Let's say we have immense literature theoretical justification to expect that X1 predicts Y, even though X1 contributes only slightly to explaining variation in Y. We want to know if X1 is more predictive of Y specifically when X2 is low in value, and expect changes in X1 to be less important when X2 is high in value. We will test this hypothesis with the same data used to establish the documented relationship between X1 and Y.
Y = Constant + B1∗X1 + B2∗X2 + B3∗X1∗X2 + error
The interaction term is nonsignificant and model fit has not improved (from a model without B3∗X1∗X2). Examination of the post estimation predictions, however, suggests that changes in X1 are indeed only associated with Y (p < .05) when X2 is low (e.g. 1.5 SD below the mean), and changes in X1 are not associated with Y when X2 is high (e.g. between .5 SD below the mean and 2.5 SD above the mean).
To confirm the hypothesis another way, we cut X2 in categorical tertiles and run the model again.
Y = Constant + B1∗X1 + B2∗X2² + B3∗X2³ + B4∗X1∗X2² + B5∗X1∗X2³ + error
Corroborating our previous plot, we find that B5∗X1∗X2³ is statistically significantly different from B1∗X1 in the expected direction. Changes in X1 appear to only be associated with Y when X2 is low in value.
Is this a wild (and wrong) goose chase in the name of theory? In cases like this, it seems odd to use the statistical significance and model fit statistics alone to assess moderation, as is so common in the literature. Thanks.

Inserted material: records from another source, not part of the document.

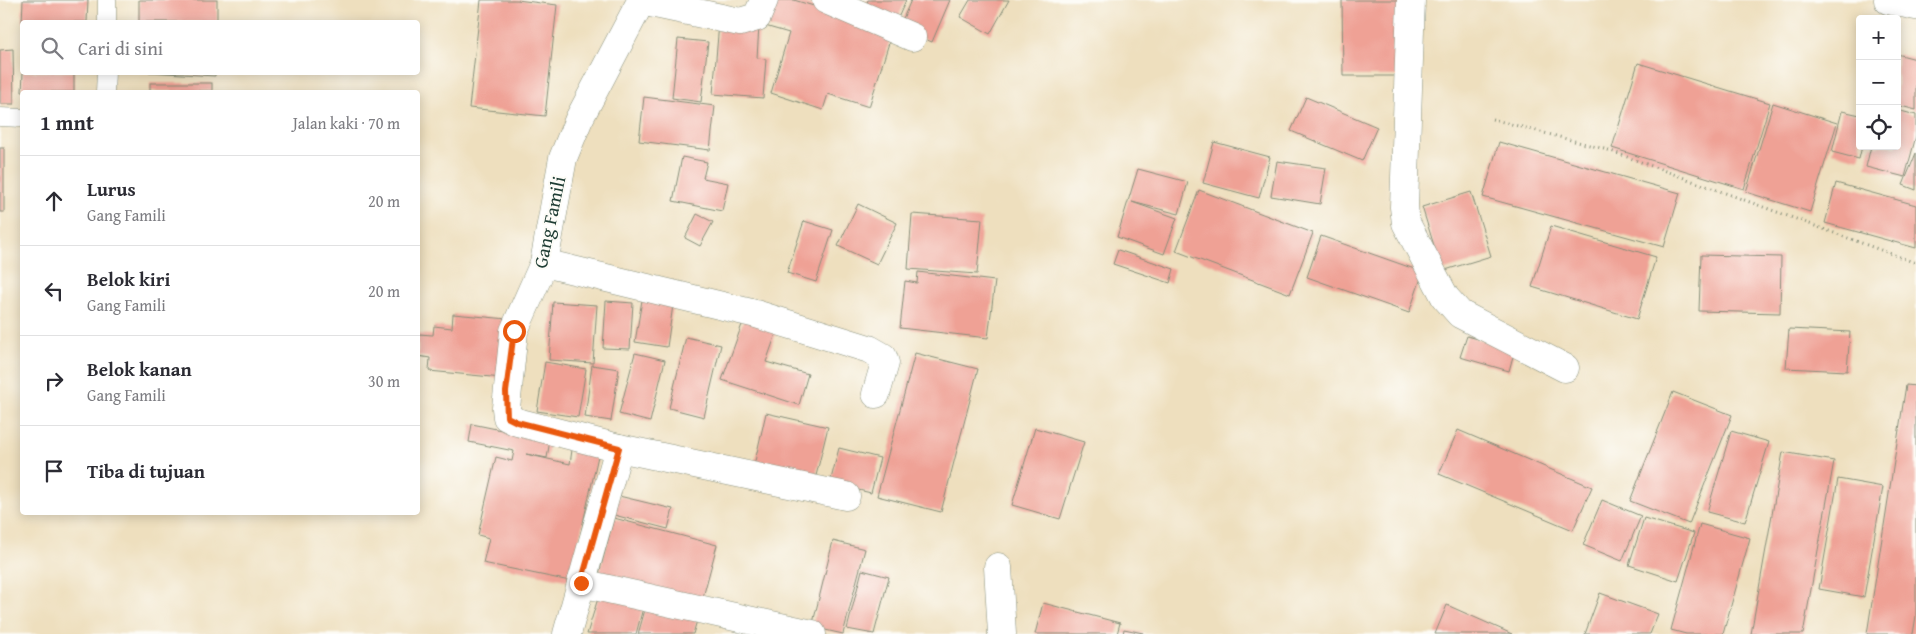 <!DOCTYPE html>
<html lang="id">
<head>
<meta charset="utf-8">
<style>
  :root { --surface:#fff; --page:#f7f7f7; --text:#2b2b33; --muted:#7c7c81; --line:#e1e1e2 }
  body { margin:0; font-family:"Gentium Book Plus",serif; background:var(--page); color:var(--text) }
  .controls { position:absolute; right:15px; top:15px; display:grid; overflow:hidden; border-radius:5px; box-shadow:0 2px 12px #0003 }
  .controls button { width:45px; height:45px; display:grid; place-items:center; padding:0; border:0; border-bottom:1px solid var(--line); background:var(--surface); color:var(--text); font:25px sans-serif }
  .stop { position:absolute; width:15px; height:15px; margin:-11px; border:4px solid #ea580c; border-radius:50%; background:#fff }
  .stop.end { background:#ea580c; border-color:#fff; box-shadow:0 1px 5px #0008 }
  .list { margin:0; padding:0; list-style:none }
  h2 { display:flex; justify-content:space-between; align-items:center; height:65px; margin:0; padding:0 20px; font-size:21px }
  h2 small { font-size:16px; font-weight:400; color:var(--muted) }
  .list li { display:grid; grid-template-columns:32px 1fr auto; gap:15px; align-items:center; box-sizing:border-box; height:90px; padding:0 20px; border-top:1px solid var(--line) }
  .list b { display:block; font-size:19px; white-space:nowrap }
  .list p { margin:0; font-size:16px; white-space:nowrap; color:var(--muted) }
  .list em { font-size:16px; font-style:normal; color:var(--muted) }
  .icon { flex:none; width:28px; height:28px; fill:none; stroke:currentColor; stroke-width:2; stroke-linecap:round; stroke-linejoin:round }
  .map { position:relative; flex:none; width:1916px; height:634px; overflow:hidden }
  .search { position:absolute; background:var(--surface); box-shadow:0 2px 12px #0003; left:20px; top:20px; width:400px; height:55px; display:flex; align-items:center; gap:12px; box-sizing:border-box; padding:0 18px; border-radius:5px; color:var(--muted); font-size:19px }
  .panel { position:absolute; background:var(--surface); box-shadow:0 2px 12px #0003; left:20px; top:90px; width:400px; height:425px; border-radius:5px }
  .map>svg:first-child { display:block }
  .building { fill:#efa195 }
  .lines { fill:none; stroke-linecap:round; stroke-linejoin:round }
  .lane-casing { stroke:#868e79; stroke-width:19 }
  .street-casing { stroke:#868e79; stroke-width:29 }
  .path { stroke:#868e79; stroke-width:3; stroke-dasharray:1 4; stroke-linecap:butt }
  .lane { stroke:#fff; stroke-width:18 }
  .street { stroke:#fff; stroke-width:28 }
  .route { stroke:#ea580c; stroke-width:6 }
  .labels { text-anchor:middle; stroke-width:4; stroke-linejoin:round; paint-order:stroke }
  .street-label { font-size:19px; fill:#1f3d34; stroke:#fdfcf7 }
</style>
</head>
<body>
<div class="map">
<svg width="1916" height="634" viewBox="0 0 1916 634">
  <rect width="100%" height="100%" fill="#fdfcf7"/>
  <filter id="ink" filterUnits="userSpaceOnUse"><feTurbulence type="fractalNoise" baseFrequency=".02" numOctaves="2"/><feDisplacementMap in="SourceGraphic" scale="10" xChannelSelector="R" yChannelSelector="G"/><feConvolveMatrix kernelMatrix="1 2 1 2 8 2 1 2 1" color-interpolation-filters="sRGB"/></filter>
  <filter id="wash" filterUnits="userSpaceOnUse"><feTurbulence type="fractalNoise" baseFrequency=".0096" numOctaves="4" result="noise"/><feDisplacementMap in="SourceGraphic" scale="20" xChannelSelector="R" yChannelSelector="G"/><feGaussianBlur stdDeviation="1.12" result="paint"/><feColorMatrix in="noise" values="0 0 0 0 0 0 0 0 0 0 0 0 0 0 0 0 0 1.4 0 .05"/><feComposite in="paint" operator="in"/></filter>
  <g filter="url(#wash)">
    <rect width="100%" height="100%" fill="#eedfbe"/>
    <g id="blocks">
      <!-- building -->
      <g class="building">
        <polygon points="23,0 88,0 87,22 22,22"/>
        <rect x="139" y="0" width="78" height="22"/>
        <polygon points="481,0 517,0 557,5 545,116 469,108"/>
        <polygon points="773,0 794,0 893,30 869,107 828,94 823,110 771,93 789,33 765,26"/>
        <polygon points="868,0 906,0 898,18 866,5"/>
        <polygon points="911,0 950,0 932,42 899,28"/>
        <polygon points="970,0 1009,0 990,34 960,17"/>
        <polygon points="1342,0 1402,0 1402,76 1343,76"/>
        <polygon points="719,23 759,26 757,58 766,59 763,98 713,94"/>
        <polygon points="678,39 708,42 701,102 672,98"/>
        <polygon points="13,49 14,104 0,104 0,50"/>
        <polygon points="1897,54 1916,59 1916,110 1897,105"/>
        <polygon points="1638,63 1770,103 1744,189 1612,148"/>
        <polygon points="23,72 74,72 74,92 22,92"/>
        <polygon points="149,72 215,72 215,76"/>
        <rect x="150" y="83" width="62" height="8"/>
        <polygon points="644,97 715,106 710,150 639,141"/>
        <polygon points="1306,97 1377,127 1362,161 1291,131"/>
        <polygon points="1773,103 1837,123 1810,212 1746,192"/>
        <polygon points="1897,110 1916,115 1916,136 1905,177 1866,167 1871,146 1897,146"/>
        <polygon points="1842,111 1860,115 1860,146 1862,146 1859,159 1832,152"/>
        <polygon points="1214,142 1270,157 1259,198 1203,183"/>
        <polygon points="1499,142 1680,193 1664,247 1483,197"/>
        <rect x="0" y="148" width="4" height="64"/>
        <polygon points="1916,153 1916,190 1903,185"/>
        <polygon points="682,157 707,162 703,178 728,183 722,211 673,201"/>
        <polygon points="1277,161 1326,168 1320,204 1271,196"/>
        <polygon points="1138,169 1188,182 1179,214 1132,202 1177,218 1164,254 1117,237"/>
        <polygon points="1836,183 1916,205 1916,248 1825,223"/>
        <polygon points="1199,190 1313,233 1290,294 1176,251"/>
        <polygon points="1471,192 1491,256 1442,271 1422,207"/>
        <polygon points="858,204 897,223 877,264 838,246"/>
        <polygon points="697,214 713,222 700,246 685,238"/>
        <polygon points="912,214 982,219 977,274 908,269"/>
        <polygon points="804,221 833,230 816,282 787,273"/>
        <polygon points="1551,226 1656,257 1637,319 1532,287"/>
        <polygon points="1321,236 1423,272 1409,313 1307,277"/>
        <polygon points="1118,250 1174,269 1170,283 1113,264"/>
        <polygon points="1701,255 1781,257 1780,313 1699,311"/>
        <polygon points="918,272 995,281 988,338 900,328 905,281 917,283"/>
        <polygon points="642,300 673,305 667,347 635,342"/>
        <polygon points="606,301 633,303 630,349 603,348"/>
        <polygon points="553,302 597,305 593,363 549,360"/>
        <polygon points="453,314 508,319 502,378 429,371 430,358 418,356 418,334 433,335 434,326 452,328"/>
        <polygon points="744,319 777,331 766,362 808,374 799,405 722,380"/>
        <polygon points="1789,329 1850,332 1847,371 1786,368"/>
        <polygon points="1467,336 1515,349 1509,371 1460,357"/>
        <polygon points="686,337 721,345 704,417 669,408"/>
        <polygon points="635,353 665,360 650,422 619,414"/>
        <polygon points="915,353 978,369 941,512 877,496"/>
        <polygon points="545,362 586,369 578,417 537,411"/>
        <polygon points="592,365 619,369 611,421 585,417"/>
        <polygon points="1906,385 1916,386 1916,616 1913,634 1867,634"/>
        <polygon points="1673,392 1732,415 1689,524 1630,501"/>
        <polygon points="766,413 828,427 814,484 753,470"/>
        <polygon points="472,424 550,440 547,458 526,454 570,464 572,450 598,456 570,581 483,563 489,538 478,535 496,457 512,461 514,451 469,442"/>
        <polygon points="1035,428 1084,442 1060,519 1012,505"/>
        <polygon points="1458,430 1592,487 1573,530 1439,474"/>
        <polygon points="1731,431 1769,442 1745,522 1707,512"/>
        <polygon points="839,448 880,458 871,493 830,483"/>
        <polygon points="1783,452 1834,461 1803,634 1751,634"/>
        <polygon points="1838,479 1883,487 1864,597 1819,589"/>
        <polygon points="619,496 673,509 668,529 614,515"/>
        <polygon points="1602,500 1641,516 1622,561 1583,545"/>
        <polygon points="614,518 717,545 702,601 599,574"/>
        <polygon points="1644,518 1694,533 1678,581 1629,565"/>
        <polygon points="1700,524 1750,538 1723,634 1686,634 1671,630"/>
        <polygon points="833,541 865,549 843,634 812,627"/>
        <polygon points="862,570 889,577 874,634 847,629"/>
        <polygon points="1600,593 1658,614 1650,634 1585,634"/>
        <polygon points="599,595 643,608 636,634 587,634"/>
        <polygon points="647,603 698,617 693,634 638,634"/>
        <polygon points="1043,603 1120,623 1117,634 1035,634"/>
        <polygon points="1447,605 1512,634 1435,634"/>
        <polygon points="1124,629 1143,633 1143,634 1123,634"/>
      </g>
    </g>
  </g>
  <g filter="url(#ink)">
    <use href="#blocks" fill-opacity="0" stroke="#868e79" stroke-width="1"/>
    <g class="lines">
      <!-- lane casing -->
      <g class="lane-casing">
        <g id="lane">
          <polyline points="107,22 107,0"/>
          <polyline points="105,92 106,72"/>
          <polyline points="0,117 22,118"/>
        </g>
      </g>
      <!-- street casing -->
      <g class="street-casing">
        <g id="street">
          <polyline points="826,0 912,37"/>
          <polyline points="1411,0 1404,207 1406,223 1445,297 1460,314 1565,368"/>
          <polyline points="1888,0 1916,6"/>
          <polyline points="544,263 756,314 869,349 883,357 885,363 876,394"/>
          <polyline points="619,448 846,496"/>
          <polyline points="998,567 1002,634"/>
          <polyline points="581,583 812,634"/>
          <polyline points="567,634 619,448 517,422 507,417 506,408 514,331 544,263 563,158 579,119 641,1 740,22 757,17 764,0"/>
        </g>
      </g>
      <!-- path -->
      <polyline class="path" points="1492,119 1608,150 1916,263"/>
      <!-- lane -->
      <use href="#lane" class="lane"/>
      <!-- street -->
      <use href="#street" class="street"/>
    </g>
  </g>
  <g class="lines" filter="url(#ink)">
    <!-- route -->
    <polyline class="route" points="514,331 506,392 507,417 517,422 619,448 581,583"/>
  </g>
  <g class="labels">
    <!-- street labels -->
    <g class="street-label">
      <text transform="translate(549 222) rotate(-78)" y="7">Gang Famili</text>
    </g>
  </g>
</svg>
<div class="controls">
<button>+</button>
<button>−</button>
<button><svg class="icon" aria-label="locate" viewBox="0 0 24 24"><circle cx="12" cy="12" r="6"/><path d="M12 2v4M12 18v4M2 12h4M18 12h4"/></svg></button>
</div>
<div class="stop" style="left:514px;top:331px"></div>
<div class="stop end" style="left:581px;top:583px"></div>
<div class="search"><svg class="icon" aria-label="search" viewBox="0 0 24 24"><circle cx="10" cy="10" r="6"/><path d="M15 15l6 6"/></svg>Cari di sini</div>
<section class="panel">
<h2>1 mnt<small>Jalan kaki · 70 m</small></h2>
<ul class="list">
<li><svg class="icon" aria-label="ahead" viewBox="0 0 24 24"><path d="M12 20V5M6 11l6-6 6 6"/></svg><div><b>Lurus</b><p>Gang Famili</p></div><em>20 m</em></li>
<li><svg class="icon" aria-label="left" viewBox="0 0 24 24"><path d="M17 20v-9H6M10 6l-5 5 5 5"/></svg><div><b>Belok kiri</b><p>Gang Famili</p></div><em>20 m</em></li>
<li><svg class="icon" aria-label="right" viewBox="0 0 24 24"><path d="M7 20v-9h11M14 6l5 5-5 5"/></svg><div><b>Belok kanan</b><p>Gang Famili</p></div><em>30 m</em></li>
<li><svg class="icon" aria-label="arrive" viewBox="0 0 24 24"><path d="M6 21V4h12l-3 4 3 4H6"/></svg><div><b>Tiba di tujuan</b></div></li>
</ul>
</section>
</div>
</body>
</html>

EDIT: To be clear, I've done nothing and this is a purely synthetic example; there's no actual research being done around this question. The heart of my question is this: if there is truly in fact a point on a distribution of X2 at which X1 matters most or in fact doesn't matter at all, that can be majorly substantively important. How is a researcher supposed to detect this?